Apparently, there are a few pelvic floor physical therapists warning about menstrual cups and prolapse, and this was covered by the BBC a few years back. The concerns raised are not related to any studies or reports in the medical literature, rather, this seems based on the fact that some cup manufacturers recommend bearing down a little (like having a bowel movement) to bring the cup into reach if needed. This isn’t straining, this is a brief bearing down. We often ask people to bear down in the office to see if a prolapse is visible.

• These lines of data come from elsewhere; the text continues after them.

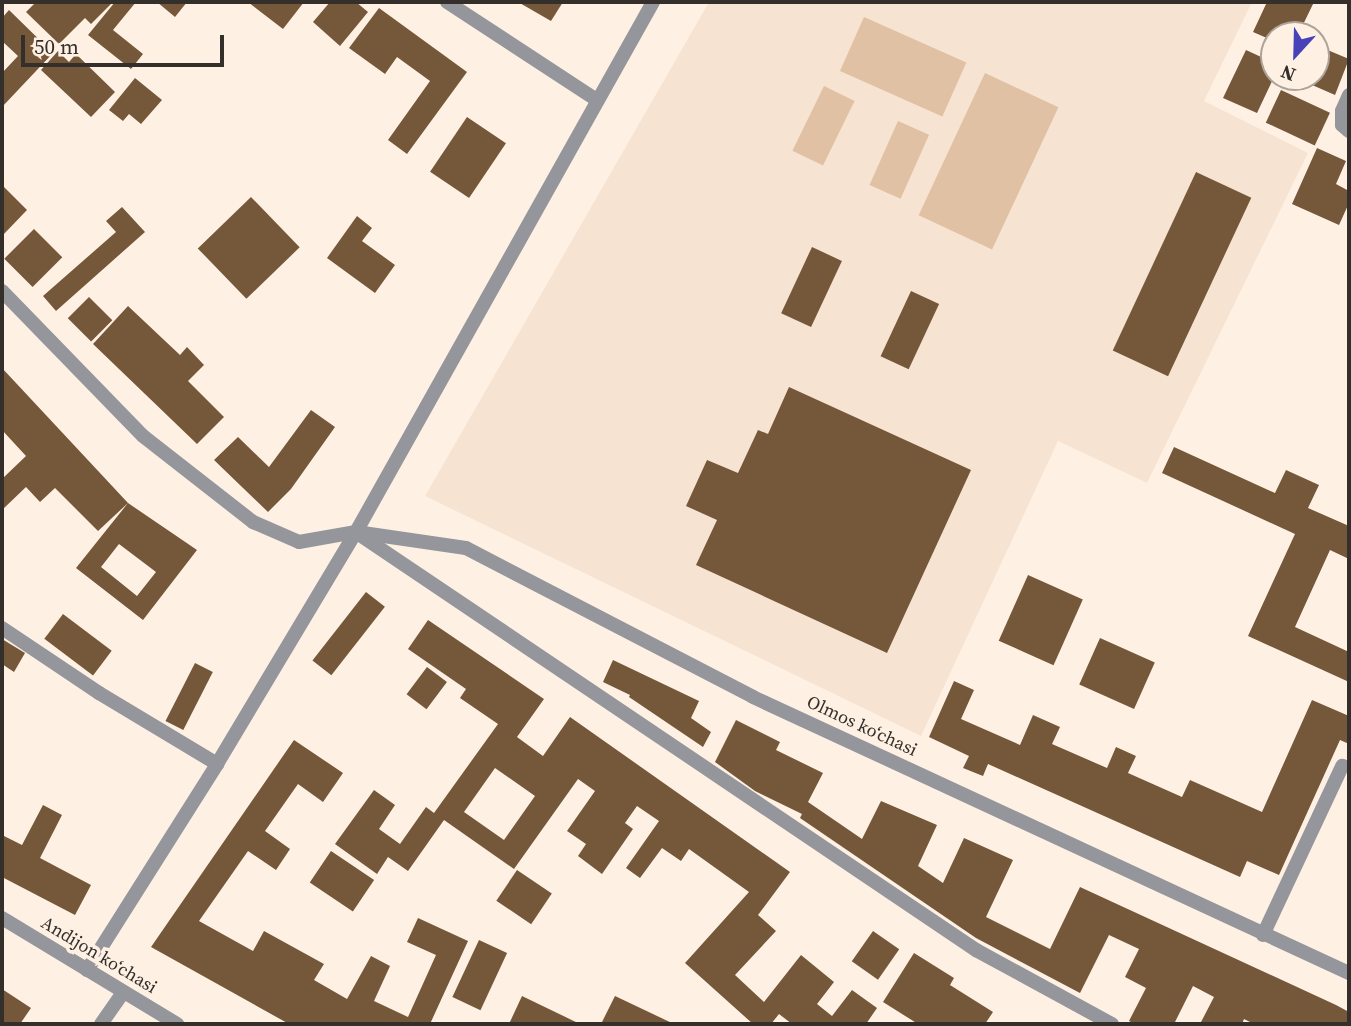 <!DOCTYPE html>
<meta charset="utf-8">
<style>
body{margin:0}
#map{position:relative;width:1351px;height:1026px;overflow:hidden;background:#fef1e4;font-family:"Source Serif 4",serif}
div>[style]{position:absolute}
[style*='--x']{left:calc(var(--x)*1px);top:calc(var(--y)*1px);width:calc(var(--w)*1px);rotate:calc(var(--a)*1deg)}
.built>*{inset:0;background:#f7e3d2}
.green>*{inset:0;background:#e0c1a3;transform-origin:0 0}
.building>*{inset:0;background:#755739;transform-origin:0 0}
.service>*{height:14px;margin:-7px;padding:0 7px;transform-origin:7px;border-radius:7px;background:#94969c}
.minor>*{height:14px;margin:-7px;padding:0 7px;transform-origin:7px;border-radius:7px;background:#94969c}
span{translate:-50% -50%;white-space:nowrap;text-align:center;line-height:1.15;-webkit-text-stroke:7px #fef1e4;paint-order:stroke}
.street-label{font-size:18px;color:#342f2a}
.frame{position:absolute;inset:0;border:4px solid #342f2a;pointer-events:none}
.north{position:absolute;left:1260px;top:21px;width:70px;height:70px;box-sizing:border-box;background:#fef1e4;border:2px solid #ada39a;border-radius:50%;rotate:202deg;font-size:19px;font-weight:700;line-height:28px;text-align:center;color:#342f2a}
.north::after{content:'';display:block;margin:auto;width:24px;height:32px;background:#4742b8;clip-path:polygon(50% 0,100% 100%,50% 72%,0 100%)}
.scale{position:absolute;left:21px;top:35px;width:203px;height:32px;box-sizing:border-box;border:4px solid #342f2a;border-top:0;padding-left:9px;font-size:21px;line-height:24px;white-space:nowrap;color:#342f2a;-webkit-text-stroke:5px #fef1e4;paint-order:stroke}
</style>
<div id="map">
<div class="built">
<i style="clip-path:polygon(709px 2px,1252px 2px,1204px 101px,1308px 153px,1147px 483px,1058px 441px,921px 736px,425px 496px)"></i>
</div>
<div class="green">
<i style="left:864px;top:17px;width:112px;height:59px;rotate:24deg"></i>
<i style="left:985px;top:73px;width:81px;height:157px;rotate:25deg"></i>
<i style="left:824px;top:86px;width:34px;height:72px;rotate:26deg"></i>
<i style="left:898px;top:121px;width:34px;height:70px;rotate:24deg"></i>
</div>
<div class="building">
<i style="clip-path:polygon(36px 2px,113px 2px,91px 24px,85px 18px,59px 44px,26px 12px)"></i>
<i style="clip-path:polygon(115px 2px,136px 2px,113px 30px,143px 54px,131px 69px,88px 35px)"></i>
<i style="clip-path:polygon(157px 2px,187px 2px,175px 17px)"></i>
<i style="clip-path:polygon(248px 2px,304px 2px,283px 29px)"></i>
<i style="clip-path:polygon(330px 2px,356px 2px,368px 12px,340px 46px,313px 22px)"></i>
<i style="clip-path:polygon(518px 2px,563px 2px,551px 21px)"></i>
<i style="clip-path:polygon(1267px 2px,1314px 2px,1298px 35px,1274px 35px,1274px 41px,1253px 32px)"></i>
<i style="clip-path:polygon(379px 8px,467px 72px,407px 154px,388px 140px,430px 81px,397px 57px,385px 74px,349px 48px)"></i>
<i style="clip-path:polygon(9px 10px,53px 53px,2px 107px,2px 73px,18px 56px,2px 41px,2px 18px)"></i>
<i style="clip-path:polygon(1318px 46px,1349px 59px,1335px 95px,1303px 81px,1305px 77px,1316px 77px)"></i>
<i style="clip-path:polygon(1246px 50px,1274px 63px,1274px 77px,1257px 113px,1223px 98px)"></i>
<i style="clip-path:polygon(58px 51px,69px 62px,76px 54px,115px 92px,91px 117px,41px 70px)"></i>
<i style="clip-path:polygon(135px 78px,162px 100px,141px 124px,129px 114px,123px 121px,109px 110px)"></i>
<i style="left:1281px;top:90px;width:54px;height:36px;rotate:25deg"></i>
<i style="left:467px;top:117px;width:47px;height:66px;rotate:34deg"></i>
<i style="clip-path:polygon(1317px 148px,1346px 161px,1336px 184px,1349px 191px,1349px 203px,1339px 225px,1292px 204px)"></i>
<i style="left:1196px;top:172px;width:61px;height:197px;rotate:25deg"></i>
<i style="clip-path:polygon(2px 185px,27px 210px,2px 236px)"></i>
<i style="left:251px;top:197px;width:70px;height:74px;rotate:46deg"></i>
<i style="clip-path:polygon(122px 207px,145px 232px,56px 311px,43px 296px,116px 232px,106px 221px)"></i>
<i style="clip-path:polygon(357px 216px,372px 228px,362px 241px,395px 265px,375px 293px,327px 258px)"></i>
<i style="left:34px;top:229px;width:40px;height:42px;rotate:45deg"></i>
<i style="left:812px;top:247px;width:33px;height:73px;rotate:25deg"></i>
<i style="left:911px;top:291px;width:31px;height:72px;rotate:25deg"></i>
<i style="left:89px;top:297px;width:33px;height:30px;rotate:45deg"></i>
<i style="clip-path:polygon(128px 306px,180px 355px,187px 347px,204px 365px,188px 381px,224px 417px,197px 444px,93px 344px)"></i>
<i style="clip-path:polygon(evenodd,2px 368px,128px 503px,197px 550px,143px 620px,76px 568px,128px 503px,98px 531px,55px 488px,40px 502px,26px 487px,2px 510px,2px 479px,26px 456px,2px 430px,2px 368px,119px 544px,156px 572px,137px 596px,101px 567px,119px 544px)"></i>
<i style="clip-path:polygon(789px 387px,971px 470px,887px 653px,696px 565px,717px 520px,686px 506px,707px 460px,738px 473px,758px 430px,768px 434px)"></i>
<i style="clip-path:polygon(311px 410px,335px 427px,291px 489px,268px 512px,214px 460px,238px 437px,269px 467px)"></i>
<i style="clip-path:polygon(1174px 447px,1275px 493px,1286px 470px,1319px 485px,1308px 508px,1349px 526px,1349px 559px,1330px 550px,1295px 627px,1349px 652px,1349px 682px,1248px 636px,1295px 534px,1162px 473px)"></i>
<i style="left:1028px;top:575px;width:60px;height:72px;rotate:24deg"></i>
<i style="left:366px;top:592px;width:24px;height:87px;rotate:38deg"></i>
<i style="left:63px;top:614px;width:61px;height:31px;rotate:37deg"></i>
<i style="clip-path:polygon(evenodd,428px 620px,544px 699px,517px 737px,543px 756px,570px 717px,790px 872px,758px 915px,776px 931px,735px 975px,764px 1002px,801px 955px,834px 982px,817px 1004px,832px 1016px,852px 990px,877px 1008px,866px 1024px,792px 1024px,779px 1014px,771px 1024px,753px 1024px,685px 963px,749px 892px,689px 849px,681px 861px,662px 848px,640px 878px,626px 868px,659px 821px,637px 806px,625px 823px,633px 829px,602px 874px,578px 856px,586px 844px,567px 831px,595px 791px,578px 779px,514px 869px,444px 820px,408px 871px,388px 857px,377px 874px,335px 844px,374px 790px,395px 805px,379px 829px,400px 844px,426px 807px,434px 813px,498px 724px,460px 698px,466px 689px,408px 649px,428px 620px,495px 768px,535px 796px,504px 840px,464px 812px,495px 768px)"></i>
<i style="left:1100px;top:638px;width:60px;height:51px;rotate:24deg"></i>
<i style="clip-path:polygon(2px 639px,25px 653px,14px 672px,2px 664px)"></i>
<i style="clip-path:polygon(613px 660px,699px 701px,691px 718px,711px 732px,703px 747px,629px 697px,630px 695px,603px 682px)"></i>
<i style="left:195px;top:663px;width:20px;height:65px;rotate:27deg"></i>
<i style="left:427px;top:667px;width:25px;height:34px;rotate:37deg"></i>
<i style="clip-path:polygon(954px 681px,974px 690px,961px 719px,1020px 745px,1033px 715px,1060px 727px,1052px 744px,1107px 768px,1116px 747px,1136px 756px,1128px 773px,1182px 797px,1190px 780px,1262px 812px,1312px 700px,1349px 716px,1349px 744px,1340px 740px,1279px 875px,1247px 861px,1240px 877px,988px 764px,983px 776px,963px 768px,969px 756px,929px 737px)"></i>
<i style="clip-path:polygon(736px 720px,780px 742px,776px 750px,823px 773px,808px 802px,862px 839px,881px 801px,937px 825px,918px 866px,943px 883px,964px 838px,1013px 860px,986px 917px,1050px 949px,1080px 887px,1336px 1005px,1349px 1012px,1349px 1024px,1254px 1024px,1244px 1019px,1242px 1024px,1200px 1024px,1214px 997px,1193px 986px,1174px 1024px,1135px 1024px,1129px 1021px,1146px 988px,1125px 977px,1139px 949px,1109px 935px,1080px 993px,976px 938px,800px 818px,802px 814px,755px 791px,715px 762px)"></i>
<i style="clip-path:polygon(294px 740px,343px 773px,323px 802px,298px 784px,265px 831px,290px 849px,276px 870px,248px 851px,199px 921px,253px 951px,264px 931px,324px 964px,314px 980px,347px 999px,371px 956px,390px 966px,374px 1001px,408px 1017px,436px 955px,407px 942px,418px 918px,468px 941px,430px 1024px,289px 1024px,151px 947px)"></i>
<i style="clip-path:polygon(43px 805px,62px 815px,40px 858px,91px 885px,75px 915px,2px 877px,2px 835px,22px 845px)"></i>
<i style="left:331px;top:851px;width:52px;height:38px;rotate:34deg"></i>
<i style="left:517px;top:870px;width:42px;height:37px;rotate:34deg"></i>
<i style="left:873px;top:931px;width:32px;height:37px;rotate:35deg"></i>
<i style="left:479px;top:940px;width:31px;height:63px;rotate:25deg"></i>
<i style="clip-path:polygon(914px 953px,954px 978px,950px 985px,993px 1012px,985px 1024px,918px 1024px,883px 1002px)"></i>
<i style="clip-path:polygon(2px 989px,31px 1008px,20px 1024px,2px 1024px)"></i>
<i style="clip-path:polygon(522px 996px,580px 1024px,509px 1024px)"></i>
<i style="clip-path:polygon(615px 996px,674px 1024px,601px 1024px)"></i>
</div>
<div class="service">
<i style="--x:1349;--y:95;--w:17;--a:114"></i>
<i style="--x:1342;--y:111;--w:14;--a:90"></i>
<i style="--x:1342;--y:125;--w:9;--a:41"></i>
<i style="--x:2;--y:628;--w:117;--a:33.8"></i>
<i style="--x:99;--y:693;--w:138;--a:31"></i>
<i style="--x:1263;--y:935;--w:187;--a:-64.9"></i>
</div>
<div class="minor">
<i style="--x:447;--y:2;--w:179;--a:33.2"></i>
<i style="--x:2;--y:291;--w:202;--a:45.8"></i>
<i style="--x:143;--y:436;--w:140;--a:38"></i>
<i style="--x:253;--y:522;--w:50;--a:23.5"></i>
<i style="--x:299;--y:542;--w:58;--a:-10"></i>
<i style="--x:356;--y:532;--w:111;--a:8.3"></i>
<i style="--x:466;--y:548;--w:323;--a:27.4"></i>
<i style="--x:753;--y:697;--w:657;--a:24.85"></i>
<i style="--x:360;--y:535;--w:743;--a:33.97"></i>
<i style="--x:976;--y:950;--w:155;--a:28.6"></i>
<i style="--x:2;--y:918;--w:205;--a:31.2"></i>
<i style="--x:87;--y:970;--w:244;--a:-57.7"></i>
<i style="--x:217;--y:764;--w:270;--a:-59.1"></i>
<i style="--x:356;--y:532;--w:608;--a:-60.73"></i>
<i style="--x:101;--y:1024;--w:38;--a:-55"></i>
</div>
<div class="street-label">
<span style="left:862px;top:726px;rotate:25deg">Olmos koʻchasi</span>
<span style="left:99px;top:955px;rotate:31deg">Andijon koʻchasi</span>
</div>
<div class="frame"></div>
<div class="north">N</div>
<div class="scale">50 m</div>
</div>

Is it possible that some people are straining, like with constipation, when they remove their cup? Sure. That’s not a good idea, because repetitive straining isn’t a good idea. If you need to strain to get your cup out, then it’s not a good fit for you, and try a different size or shape.
If someone has Stage 2 or greater prolapse, it’s possible a cup won’t fit right as this means the prolapse is within a centimeter of the hymen. It’s definitely possible someone could have Stage 2 prolapse and be unaware of that fact. They decide to try a cup, have some symptoms because the cup won’t fit right. They may be come aware of the prolapse that they hadn’t noticed before. Then see their doctor and find out they have prolapse. You can see in that scenario how someone might erroneously think the cup caused their pelvic organ prolapse.
A review of studies on menstrual cups didn’t mention prolapse as an associated risk and I’ve never heard any expert mention a connection.
van Eijk et al. Menstrual cup use, leakage, acceptability, safety, and availability: a systematic review and meta-analysis. The Lancet Public Health VOLUME 4, ISSUE 8, E376-E393, AUGUST 01, 2019.